YOUR INSTRUCTIONS
This exercise calls for every record to be returned exactly, with pictures removed.

DATA SUPPLIED
--------------------------------------------------

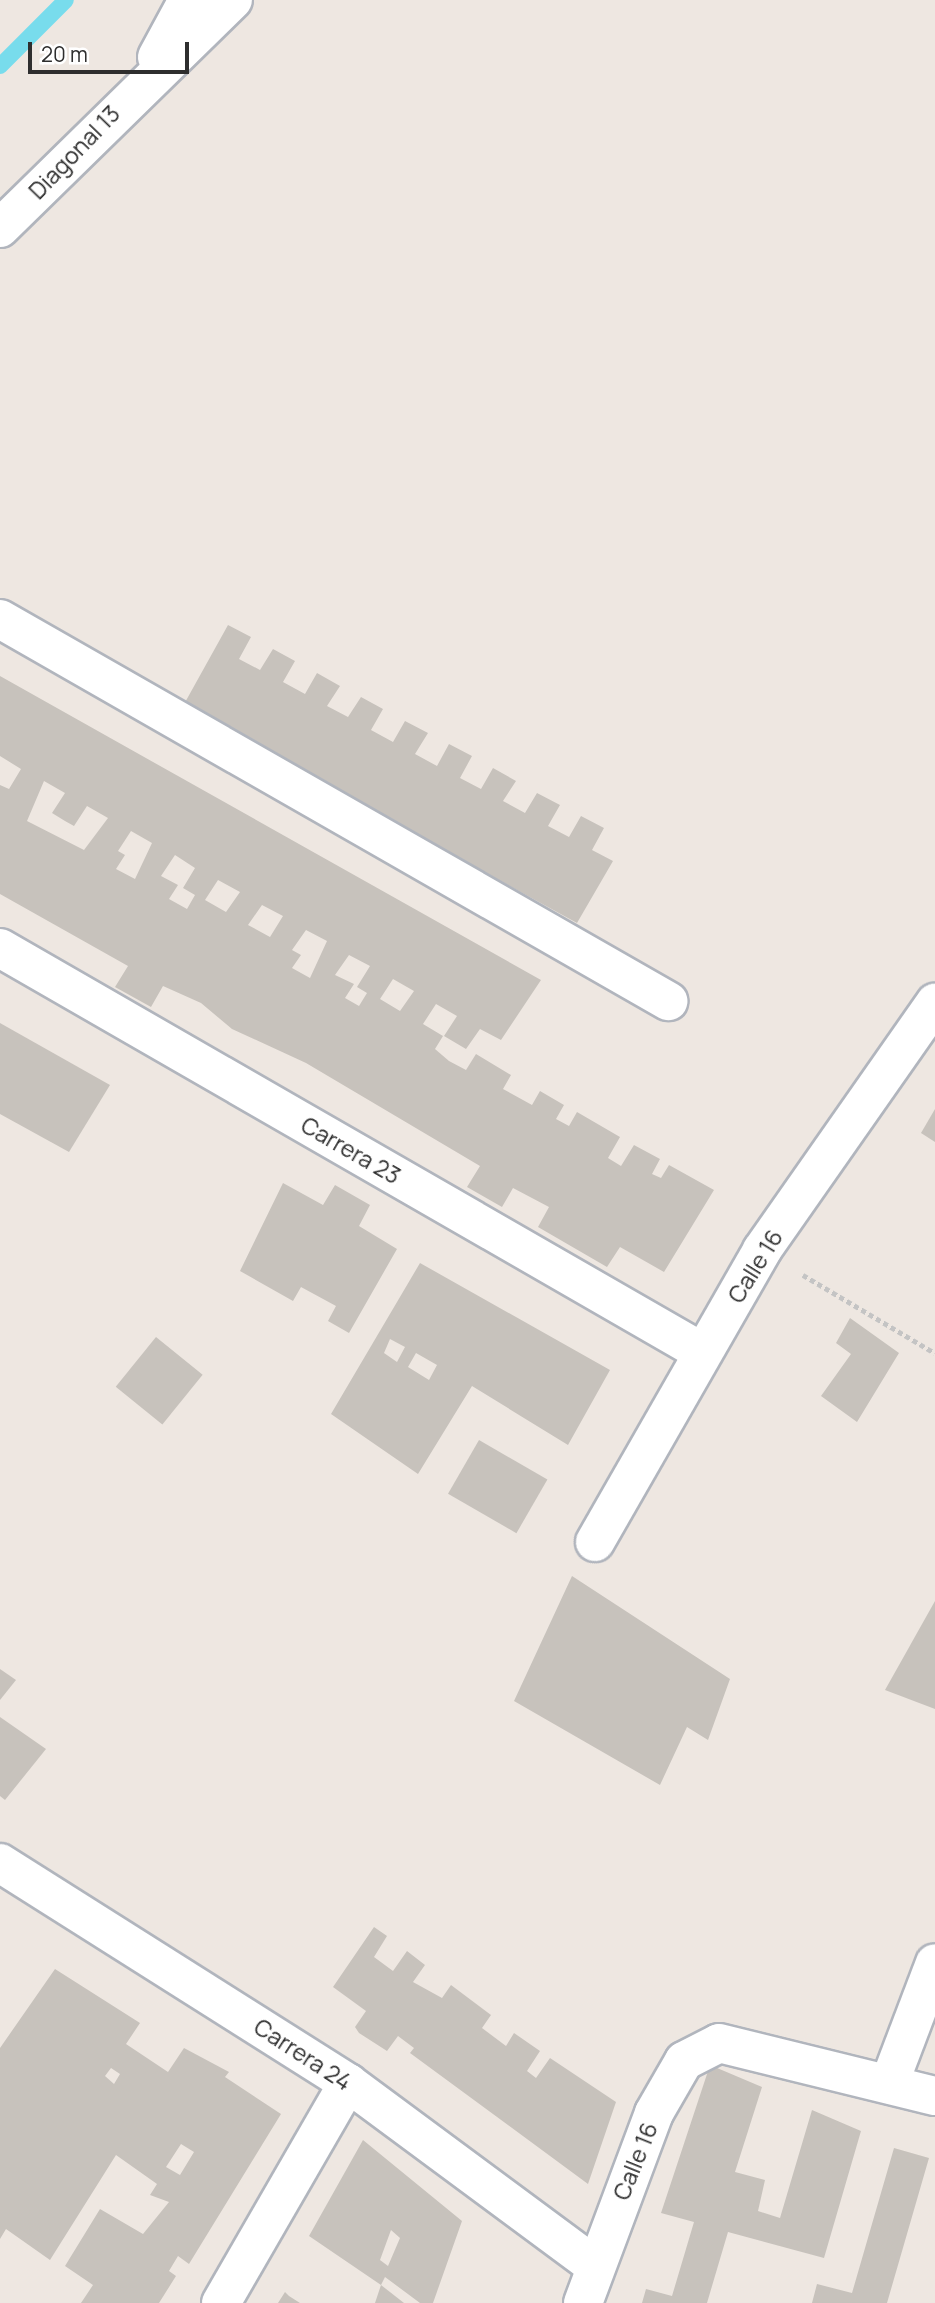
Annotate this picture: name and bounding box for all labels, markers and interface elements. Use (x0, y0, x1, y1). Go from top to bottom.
scale bar (32, 28, 192, 72)
text: 20 m (41, 40, 88, 68)
street label: Diagonal 13 (23, 100, 125, 204)
street label: Carrera 23 (296, 1111, 406, 1189)
street label: Calle 16 (722, 1224, 788, 1308)
street label: Carrera 24 (249, 2012, 357, 2096)
street label: Calle 16 (607, 2118, 663, 2204)

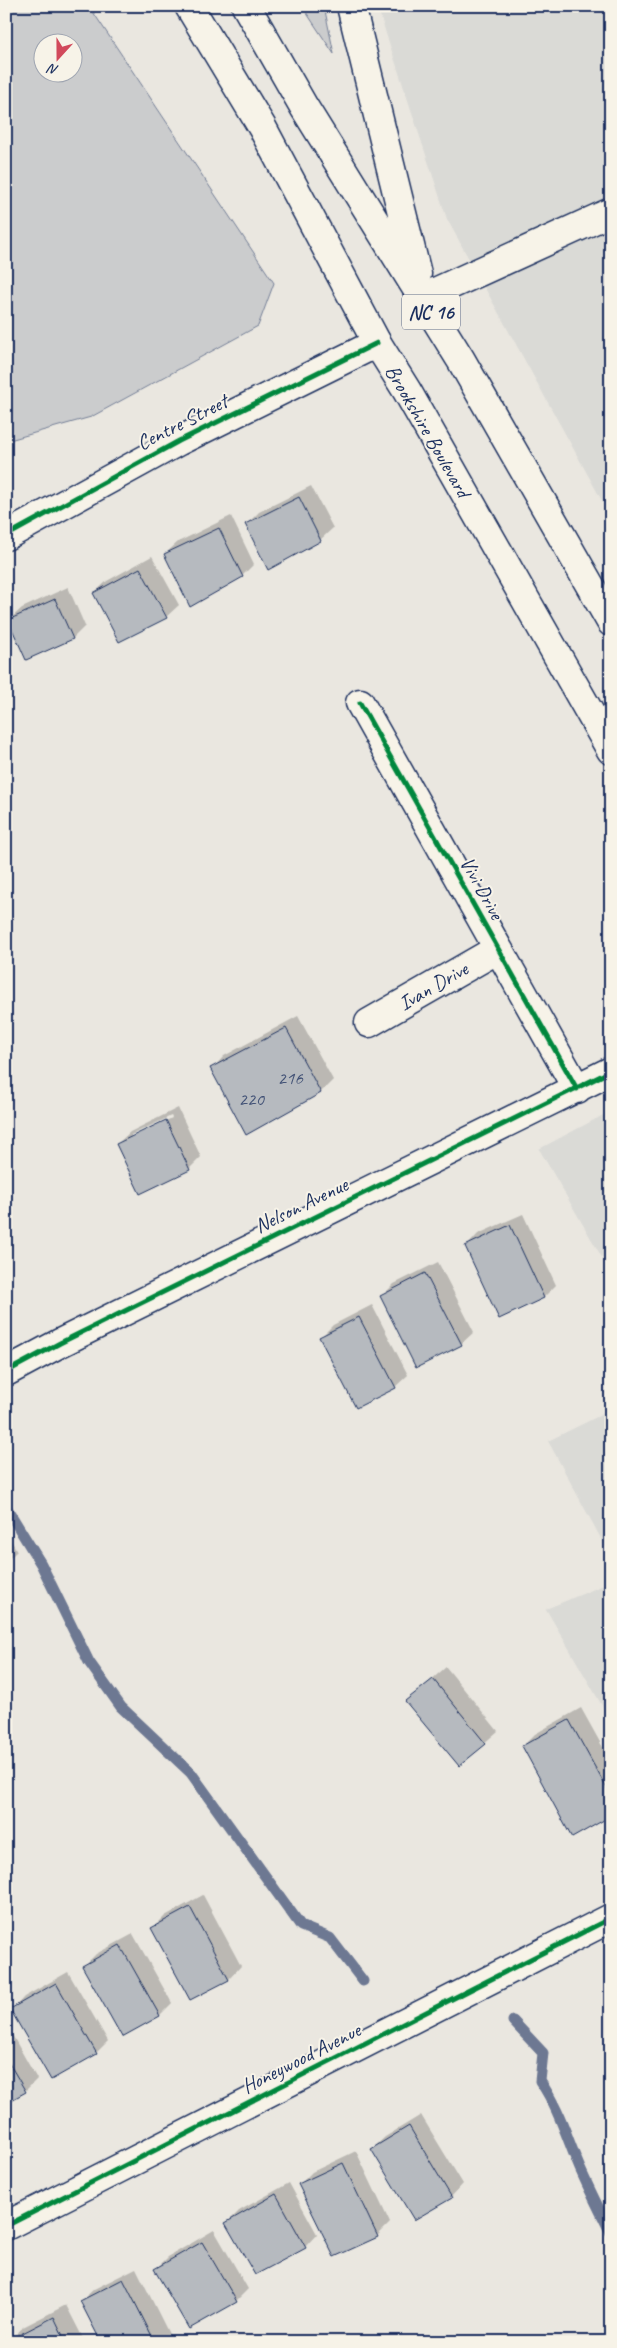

--------------------------------------------------

SOLUTION
Annotate this picture: name and bounding box for all labels, markers and interface elements. Use (x0, y0, x1, y1). Go from top to bottom.
scale bar (32, 28, 192, 72)
text: 20 m (41, 40, 88, 68)
street label: Diagonal 13 (23, 100, 125, 204)
street label: Carrera 23 (296, 1111, 406, 1189)
street label: Calle 16 (722, 1224, 788, 1308)
street label: Carrera 24 (249, 2012, 357, 2096)
street label: Calle 16 (607, 2118, 663, 2204)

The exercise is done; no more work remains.